Meeting Owl brings new wisdom to conferencing

A conferencing camera promises more efficient meetings

The dirty secret of the technology industry reveals itself every time a remote meeting is set up. Audio is scratchy, dial-in details don’t work, you need to install software and allow pop-ups, people talk over each other or forget they put themselves on mute so they can’t be heard, video can be poor and prone to dropping or stuttering… the list goes on (and on and on). High-end video rooms are great but catastrophically and stratospherically pricey. Fixing all this is taking a long time but one interesting attempt to improve affairs is from a Massachusetts startup called Owl Labs that offers a videoconferencing camera rig called the Meeting Owl.

I met the company in London to see a demo recently and mark UK availability of the system. Owl isn’t trying to provide a revolutionary response to all of the above problems, but its camera/audio hardware is innovative and attractive.

Chief technology officer Mark Schnittman is one of the dozens of alumni of iRobot, the hugely influential robotics company that makes the Roomba vacuum cleaner, and it shows. Schnittman told me he spent eight years at iRobot and that background is evidenced in the combination of high-technology with consumer-friendly packaging and usability. The hardware designers have undoubtedly made a solidly built (and rather adorably cute, I admit) device that fairly closely resembles the shape and 360-degree rotational head movements of that wisest of hunting birds.

Note again that this is not an attempt to reinvent everything in the meeting experience. The Meeting Owl works in tandem with Google Hangouts, Skype, Zoom or any web-based meeting system and its makers have focused on the video and audio hardware and setup elements. My impression was of bright, clear audio that’s driven by eight omnidirectional microphones and a speaker located at the base of the Meeting Owl. The Owl’s head swivels to the active participant who is speaking, and the system does a good job of handling the familiar hassle of more than one person speaking at once.

There are also some nice grace notes that show how deeply Owl Labs has considered the meeting setup process; there’s a simple USB connection with no software required and automatic product updates.

As is often the case, the product was born out of need and bitter experience as Schnittman and co-founder CEO Max Makeev (also an ex-iRobot engineer) had experienced the challenges of working remotely with companies spanning US offices.

“Google Hangouts as a remote employee is fantastic for one-to-one meetings and for a group setting it was not fantastic at all,” Schnittman says. “After I started using videoconferencing I realized I never wanted to do an audio call ever again. But remote working worked and remote meetings didn’t.” One particular session in 2014 that involved him using a MacBook on a rotating stool for a meeting was an “aha moment”.

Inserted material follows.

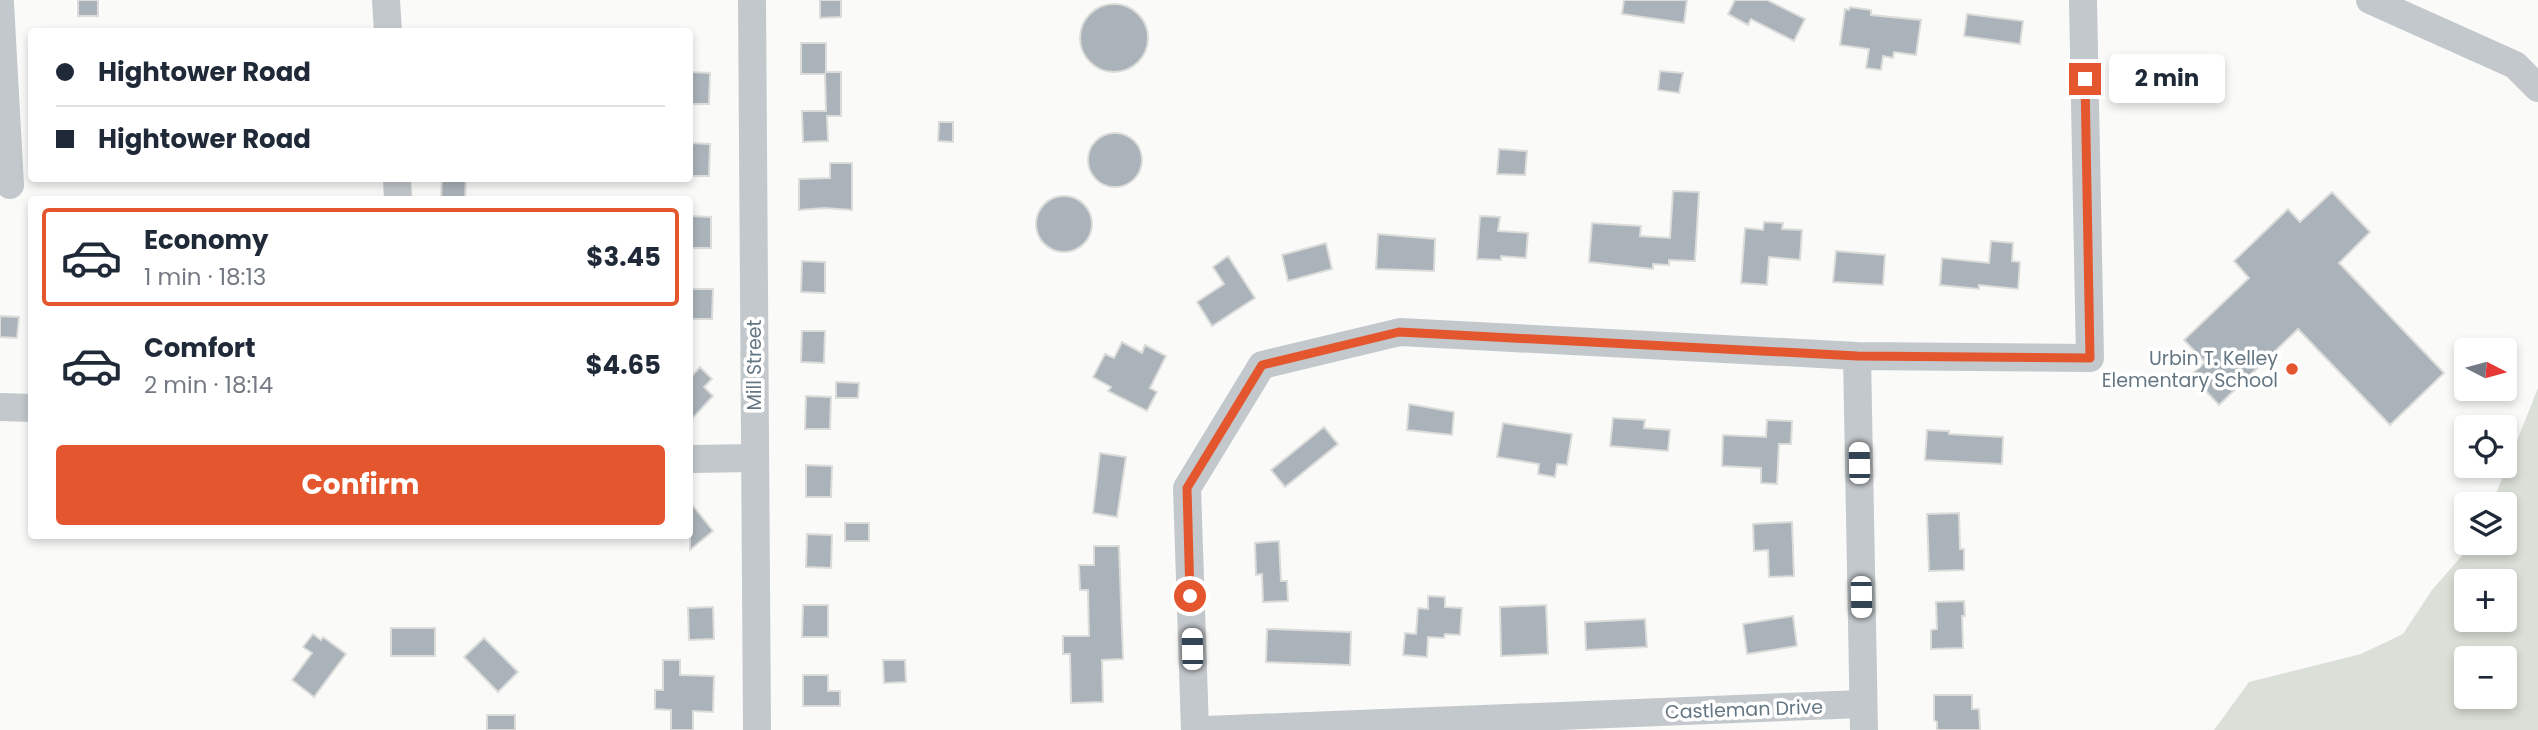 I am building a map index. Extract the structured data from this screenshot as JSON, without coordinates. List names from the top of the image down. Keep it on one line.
{"streets":{"street":["Mill Street","Castleman Drive"]},"places":["Urbin T. Kelley Elementary School"],"north":"right","page":{"banner":["Hightower Road","Hightower Road"],"bubble":"2 min","list":[{"name":"Economy","note":"1 min · 18:13","value":"$3.45"},{"name":"Comfort","note":"2 min · 18:14","value":"$4.65"}],"map_buttons":["+","−"],"buttons":"Confirm"}}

Schnittman says the all-seeing Meeting Owl’s ability to show all participants through its custom-designed, panoramic, fish-eye lens and split-screen front-end “forces people to pay attention and stay engaged”. Owl says that the setup is good for participants sitting up to 12 feet away.

He can’t recall when the owl metaphor came up but he says that the way the device turns its ahead and that old association with wisdom made it feel right.

According to research commissioned by Owl Labs, about 80 per cent of users are unhappy with their current remote meetings that Schnittman says veer between the experience of a “fly-on-the-wall documentary or witness protection program”. The Meeting Owl, he argues, makes participants “feel like they’re part of the room”.

Of course there have been attempts (Microsoft RoundTable for one) to do a similar job but the price point hasn’t been pretty and this is an area where regular interventions by IT have been common.

Owl Labs is another bright light in the area of technology where smart young people are trying to fix old problems. You might want to bracket it with companies like Nest Labs (now part of Google) or Ring (now part of Amazon) but focused on businesses. With backers including industry luminaries such as Andy Rubin interest is already high, and the company has shifted over 3,000 units so far. If it can maintain early momentum then there should be plenty of frustrated businesses willing to spend £800 per unit – and plenty of acquisitive giants sniffing around.